▶ _Task item_: If a line of the records contains the word "fabs", list it.

▶ _Source records_:

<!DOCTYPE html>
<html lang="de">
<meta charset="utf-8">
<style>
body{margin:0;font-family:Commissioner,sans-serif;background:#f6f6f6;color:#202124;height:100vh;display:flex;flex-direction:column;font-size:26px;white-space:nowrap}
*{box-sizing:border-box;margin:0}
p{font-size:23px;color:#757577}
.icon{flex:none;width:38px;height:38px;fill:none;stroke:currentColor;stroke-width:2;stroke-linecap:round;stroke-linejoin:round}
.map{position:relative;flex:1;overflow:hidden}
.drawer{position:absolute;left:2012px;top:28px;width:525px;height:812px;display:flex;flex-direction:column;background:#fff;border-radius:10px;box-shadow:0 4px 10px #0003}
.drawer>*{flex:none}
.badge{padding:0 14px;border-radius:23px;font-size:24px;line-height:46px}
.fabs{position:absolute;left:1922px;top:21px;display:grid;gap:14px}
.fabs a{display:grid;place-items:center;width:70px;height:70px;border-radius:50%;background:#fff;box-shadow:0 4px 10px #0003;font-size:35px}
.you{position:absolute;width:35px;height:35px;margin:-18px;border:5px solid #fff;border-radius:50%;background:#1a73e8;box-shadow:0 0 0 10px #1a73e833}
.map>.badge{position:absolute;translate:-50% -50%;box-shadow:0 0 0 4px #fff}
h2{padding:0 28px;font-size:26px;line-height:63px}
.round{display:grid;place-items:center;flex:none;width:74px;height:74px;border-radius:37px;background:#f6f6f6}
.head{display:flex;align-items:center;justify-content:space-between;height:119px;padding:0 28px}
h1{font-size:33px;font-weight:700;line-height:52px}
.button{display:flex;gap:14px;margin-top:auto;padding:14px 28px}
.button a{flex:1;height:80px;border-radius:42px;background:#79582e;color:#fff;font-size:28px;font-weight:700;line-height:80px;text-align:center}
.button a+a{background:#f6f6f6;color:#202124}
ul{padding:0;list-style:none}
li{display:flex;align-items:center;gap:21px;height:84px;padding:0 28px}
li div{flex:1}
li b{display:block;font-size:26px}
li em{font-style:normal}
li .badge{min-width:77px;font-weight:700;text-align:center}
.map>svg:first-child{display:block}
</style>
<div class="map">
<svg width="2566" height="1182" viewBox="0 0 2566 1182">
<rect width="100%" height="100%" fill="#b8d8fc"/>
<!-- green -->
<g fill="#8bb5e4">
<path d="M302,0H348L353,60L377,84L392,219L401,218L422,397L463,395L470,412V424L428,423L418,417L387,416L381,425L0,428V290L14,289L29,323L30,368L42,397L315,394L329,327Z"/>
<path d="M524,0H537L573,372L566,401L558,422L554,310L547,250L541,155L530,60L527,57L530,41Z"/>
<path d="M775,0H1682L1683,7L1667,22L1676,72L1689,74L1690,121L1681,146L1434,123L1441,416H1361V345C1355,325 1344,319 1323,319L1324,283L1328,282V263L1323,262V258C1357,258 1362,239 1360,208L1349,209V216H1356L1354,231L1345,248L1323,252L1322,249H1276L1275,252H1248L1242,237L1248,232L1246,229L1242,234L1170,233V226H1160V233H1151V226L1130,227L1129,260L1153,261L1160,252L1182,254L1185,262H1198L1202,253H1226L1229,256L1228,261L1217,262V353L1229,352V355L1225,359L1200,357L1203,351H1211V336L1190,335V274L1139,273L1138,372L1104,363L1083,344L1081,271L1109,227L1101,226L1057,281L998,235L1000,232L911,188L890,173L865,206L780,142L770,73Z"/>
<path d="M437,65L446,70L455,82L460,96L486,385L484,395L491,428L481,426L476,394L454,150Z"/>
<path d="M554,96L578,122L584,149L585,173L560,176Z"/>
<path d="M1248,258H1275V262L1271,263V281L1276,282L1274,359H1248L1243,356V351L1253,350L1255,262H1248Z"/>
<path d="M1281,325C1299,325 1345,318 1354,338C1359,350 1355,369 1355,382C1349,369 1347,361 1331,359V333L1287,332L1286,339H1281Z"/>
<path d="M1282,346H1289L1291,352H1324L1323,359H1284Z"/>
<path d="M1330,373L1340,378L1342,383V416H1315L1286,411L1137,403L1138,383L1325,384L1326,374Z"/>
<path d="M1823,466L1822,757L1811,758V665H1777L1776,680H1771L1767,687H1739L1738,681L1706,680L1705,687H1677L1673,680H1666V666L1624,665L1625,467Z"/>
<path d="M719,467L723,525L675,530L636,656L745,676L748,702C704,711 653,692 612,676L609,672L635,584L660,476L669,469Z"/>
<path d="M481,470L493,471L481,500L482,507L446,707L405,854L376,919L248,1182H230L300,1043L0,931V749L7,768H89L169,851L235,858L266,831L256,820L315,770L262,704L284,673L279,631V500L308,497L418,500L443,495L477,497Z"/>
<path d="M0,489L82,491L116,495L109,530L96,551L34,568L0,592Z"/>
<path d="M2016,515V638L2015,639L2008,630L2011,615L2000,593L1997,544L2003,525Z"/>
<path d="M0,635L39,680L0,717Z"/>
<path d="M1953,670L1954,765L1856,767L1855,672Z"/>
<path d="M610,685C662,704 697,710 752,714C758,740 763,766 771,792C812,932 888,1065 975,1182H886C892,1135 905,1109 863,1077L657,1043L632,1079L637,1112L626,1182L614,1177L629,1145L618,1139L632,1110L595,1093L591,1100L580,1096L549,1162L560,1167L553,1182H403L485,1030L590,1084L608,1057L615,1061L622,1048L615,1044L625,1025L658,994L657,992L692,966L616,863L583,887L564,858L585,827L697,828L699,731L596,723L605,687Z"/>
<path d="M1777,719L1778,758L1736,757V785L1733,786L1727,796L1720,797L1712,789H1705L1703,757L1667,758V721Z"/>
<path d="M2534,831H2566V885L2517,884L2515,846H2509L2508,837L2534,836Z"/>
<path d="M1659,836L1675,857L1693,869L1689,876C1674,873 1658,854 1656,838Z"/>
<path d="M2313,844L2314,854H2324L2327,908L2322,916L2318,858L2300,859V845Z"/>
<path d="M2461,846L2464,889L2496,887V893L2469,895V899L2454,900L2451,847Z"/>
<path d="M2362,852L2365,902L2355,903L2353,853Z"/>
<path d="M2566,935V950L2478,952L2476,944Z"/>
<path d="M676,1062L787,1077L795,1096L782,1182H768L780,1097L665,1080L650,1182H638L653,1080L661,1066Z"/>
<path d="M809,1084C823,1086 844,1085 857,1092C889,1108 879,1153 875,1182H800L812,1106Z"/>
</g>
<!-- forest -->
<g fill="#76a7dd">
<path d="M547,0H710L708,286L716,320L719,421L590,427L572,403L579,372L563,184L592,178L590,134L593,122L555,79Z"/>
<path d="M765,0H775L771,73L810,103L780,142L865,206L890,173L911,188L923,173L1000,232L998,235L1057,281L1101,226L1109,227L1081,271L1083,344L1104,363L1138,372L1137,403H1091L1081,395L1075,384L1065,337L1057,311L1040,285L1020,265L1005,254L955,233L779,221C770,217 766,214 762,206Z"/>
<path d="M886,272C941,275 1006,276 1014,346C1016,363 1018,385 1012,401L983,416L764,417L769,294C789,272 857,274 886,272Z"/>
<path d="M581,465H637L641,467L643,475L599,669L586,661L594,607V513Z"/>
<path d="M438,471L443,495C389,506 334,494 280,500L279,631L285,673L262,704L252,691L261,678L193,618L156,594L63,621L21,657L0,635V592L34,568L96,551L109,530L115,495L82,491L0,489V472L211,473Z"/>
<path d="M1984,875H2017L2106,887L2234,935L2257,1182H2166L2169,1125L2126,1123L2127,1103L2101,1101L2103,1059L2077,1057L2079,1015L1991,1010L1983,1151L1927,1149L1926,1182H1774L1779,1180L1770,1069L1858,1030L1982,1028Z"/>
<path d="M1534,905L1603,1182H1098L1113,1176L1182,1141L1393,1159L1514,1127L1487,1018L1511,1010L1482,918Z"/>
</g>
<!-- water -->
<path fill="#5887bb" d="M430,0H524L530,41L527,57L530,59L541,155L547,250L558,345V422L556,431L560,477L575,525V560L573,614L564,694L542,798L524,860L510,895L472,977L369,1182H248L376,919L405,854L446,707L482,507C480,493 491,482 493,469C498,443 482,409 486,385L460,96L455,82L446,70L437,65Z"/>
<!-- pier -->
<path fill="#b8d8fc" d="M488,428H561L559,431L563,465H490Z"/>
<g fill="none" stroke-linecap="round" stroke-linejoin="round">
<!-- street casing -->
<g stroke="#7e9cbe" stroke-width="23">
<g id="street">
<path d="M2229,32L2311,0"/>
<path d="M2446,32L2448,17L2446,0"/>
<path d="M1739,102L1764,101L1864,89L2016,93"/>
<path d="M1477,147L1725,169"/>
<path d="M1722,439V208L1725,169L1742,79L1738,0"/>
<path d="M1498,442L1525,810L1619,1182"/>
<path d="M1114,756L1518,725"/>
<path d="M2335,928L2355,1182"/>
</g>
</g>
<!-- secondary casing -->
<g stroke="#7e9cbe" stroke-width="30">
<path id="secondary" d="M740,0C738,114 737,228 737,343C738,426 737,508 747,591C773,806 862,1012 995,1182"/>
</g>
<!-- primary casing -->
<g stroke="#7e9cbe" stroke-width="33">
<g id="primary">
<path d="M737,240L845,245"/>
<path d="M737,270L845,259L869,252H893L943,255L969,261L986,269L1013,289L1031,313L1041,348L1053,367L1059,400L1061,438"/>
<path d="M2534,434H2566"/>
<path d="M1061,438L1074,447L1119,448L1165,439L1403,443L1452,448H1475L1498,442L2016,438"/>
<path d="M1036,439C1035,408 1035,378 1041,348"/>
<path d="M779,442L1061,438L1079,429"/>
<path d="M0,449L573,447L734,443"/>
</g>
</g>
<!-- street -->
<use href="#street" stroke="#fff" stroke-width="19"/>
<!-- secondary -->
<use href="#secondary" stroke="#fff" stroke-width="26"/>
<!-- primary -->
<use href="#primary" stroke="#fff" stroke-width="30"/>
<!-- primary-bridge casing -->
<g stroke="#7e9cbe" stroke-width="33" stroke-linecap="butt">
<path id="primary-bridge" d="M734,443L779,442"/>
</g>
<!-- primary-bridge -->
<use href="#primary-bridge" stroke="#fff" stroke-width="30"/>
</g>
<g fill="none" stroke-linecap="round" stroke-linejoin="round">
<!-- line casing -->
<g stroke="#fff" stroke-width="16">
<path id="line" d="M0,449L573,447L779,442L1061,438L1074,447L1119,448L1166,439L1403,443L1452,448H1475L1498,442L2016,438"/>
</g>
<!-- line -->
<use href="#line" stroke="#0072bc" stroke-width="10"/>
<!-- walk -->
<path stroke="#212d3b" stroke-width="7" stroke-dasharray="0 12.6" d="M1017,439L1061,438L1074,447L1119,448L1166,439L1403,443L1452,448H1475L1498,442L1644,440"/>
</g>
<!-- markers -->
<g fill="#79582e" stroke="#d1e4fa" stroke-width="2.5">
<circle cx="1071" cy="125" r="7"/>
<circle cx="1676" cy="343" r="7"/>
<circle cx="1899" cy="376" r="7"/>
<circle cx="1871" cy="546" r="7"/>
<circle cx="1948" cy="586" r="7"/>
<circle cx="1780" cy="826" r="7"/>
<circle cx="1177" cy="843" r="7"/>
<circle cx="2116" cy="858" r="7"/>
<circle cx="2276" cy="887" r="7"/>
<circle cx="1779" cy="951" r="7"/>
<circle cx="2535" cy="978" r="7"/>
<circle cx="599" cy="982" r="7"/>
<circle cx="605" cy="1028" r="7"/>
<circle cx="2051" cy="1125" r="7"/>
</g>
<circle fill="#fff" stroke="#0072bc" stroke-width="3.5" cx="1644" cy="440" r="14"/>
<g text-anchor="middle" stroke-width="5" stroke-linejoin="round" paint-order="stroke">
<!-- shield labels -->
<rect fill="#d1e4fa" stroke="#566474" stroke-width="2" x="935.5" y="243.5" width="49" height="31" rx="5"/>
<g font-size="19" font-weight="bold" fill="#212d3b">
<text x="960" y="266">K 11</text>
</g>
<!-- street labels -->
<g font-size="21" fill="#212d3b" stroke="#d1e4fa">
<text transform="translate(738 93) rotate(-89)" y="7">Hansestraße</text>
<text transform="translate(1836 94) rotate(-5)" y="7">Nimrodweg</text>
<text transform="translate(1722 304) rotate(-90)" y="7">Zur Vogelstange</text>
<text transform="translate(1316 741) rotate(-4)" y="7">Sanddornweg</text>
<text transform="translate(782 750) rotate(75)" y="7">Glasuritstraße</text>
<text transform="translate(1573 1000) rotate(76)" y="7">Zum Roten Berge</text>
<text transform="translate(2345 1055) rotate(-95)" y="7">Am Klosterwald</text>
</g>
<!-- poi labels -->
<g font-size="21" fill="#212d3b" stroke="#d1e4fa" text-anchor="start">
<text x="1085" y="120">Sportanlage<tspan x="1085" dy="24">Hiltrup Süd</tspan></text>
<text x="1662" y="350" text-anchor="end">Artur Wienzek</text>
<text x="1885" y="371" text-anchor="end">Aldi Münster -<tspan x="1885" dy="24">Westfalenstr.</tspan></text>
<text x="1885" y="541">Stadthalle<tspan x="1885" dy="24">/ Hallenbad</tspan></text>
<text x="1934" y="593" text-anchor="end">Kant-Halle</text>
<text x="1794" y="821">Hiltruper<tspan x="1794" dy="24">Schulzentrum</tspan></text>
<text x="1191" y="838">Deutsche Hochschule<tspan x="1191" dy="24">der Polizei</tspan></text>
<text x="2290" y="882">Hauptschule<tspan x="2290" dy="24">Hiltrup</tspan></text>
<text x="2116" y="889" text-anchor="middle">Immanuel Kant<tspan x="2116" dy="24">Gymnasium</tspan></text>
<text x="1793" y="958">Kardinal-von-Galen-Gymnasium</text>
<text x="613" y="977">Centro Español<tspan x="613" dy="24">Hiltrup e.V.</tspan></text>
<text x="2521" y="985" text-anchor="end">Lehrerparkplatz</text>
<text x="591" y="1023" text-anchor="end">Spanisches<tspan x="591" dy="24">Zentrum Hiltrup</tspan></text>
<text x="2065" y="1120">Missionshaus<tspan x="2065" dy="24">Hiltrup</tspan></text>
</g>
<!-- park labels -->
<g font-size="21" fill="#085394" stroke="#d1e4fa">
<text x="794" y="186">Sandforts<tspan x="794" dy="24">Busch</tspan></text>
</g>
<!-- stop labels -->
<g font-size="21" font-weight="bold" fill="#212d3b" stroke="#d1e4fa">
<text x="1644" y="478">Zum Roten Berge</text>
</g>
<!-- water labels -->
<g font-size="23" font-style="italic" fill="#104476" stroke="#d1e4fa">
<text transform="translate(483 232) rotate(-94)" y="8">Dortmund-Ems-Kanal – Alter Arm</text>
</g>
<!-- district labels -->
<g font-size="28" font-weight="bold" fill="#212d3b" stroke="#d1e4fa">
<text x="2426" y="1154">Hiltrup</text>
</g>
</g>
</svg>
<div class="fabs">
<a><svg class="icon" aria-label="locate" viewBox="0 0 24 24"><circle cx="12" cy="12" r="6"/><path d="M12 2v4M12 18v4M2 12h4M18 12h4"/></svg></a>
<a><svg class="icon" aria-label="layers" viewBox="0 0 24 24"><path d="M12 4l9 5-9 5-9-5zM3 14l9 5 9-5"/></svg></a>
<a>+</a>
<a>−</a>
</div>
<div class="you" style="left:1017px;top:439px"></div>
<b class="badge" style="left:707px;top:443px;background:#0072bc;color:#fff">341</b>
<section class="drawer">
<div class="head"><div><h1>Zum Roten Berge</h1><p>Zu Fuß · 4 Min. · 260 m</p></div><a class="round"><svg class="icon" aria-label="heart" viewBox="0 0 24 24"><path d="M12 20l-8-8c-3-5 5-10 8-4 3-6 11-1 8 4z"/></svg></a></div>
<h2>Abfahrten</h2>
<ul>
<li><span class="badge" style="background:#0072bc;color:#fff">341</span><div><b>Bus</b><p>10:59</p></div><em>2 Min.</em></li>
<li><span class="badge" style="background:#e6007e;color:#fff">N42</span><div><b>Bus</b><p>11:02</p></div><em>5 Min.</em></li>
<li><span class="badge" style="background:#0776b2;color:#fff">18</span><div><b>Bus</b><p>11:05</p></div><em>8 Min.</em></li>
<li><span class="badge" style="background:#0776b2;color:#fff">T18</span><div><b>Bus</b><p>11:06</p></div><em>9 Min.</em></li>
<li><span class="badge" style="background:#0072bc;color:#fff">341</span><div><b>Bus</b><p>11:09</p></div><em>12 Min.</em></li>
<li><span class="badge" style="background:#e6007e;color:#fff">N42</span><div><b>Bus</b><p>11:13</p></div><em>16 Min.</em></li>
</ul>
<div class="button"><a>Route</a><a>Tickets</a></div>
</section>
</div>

▶ _Completed task_:
.fabs{position:absolute;left:1922px;top:21px;display:grid;gap:14px}
.fabs a{display:grid;place-items:center;width:70px;height:70px;border-radius:50%;background:#fff;box-shadow:0 4px 10px #0003;font-size:35px}
<div class="fabs">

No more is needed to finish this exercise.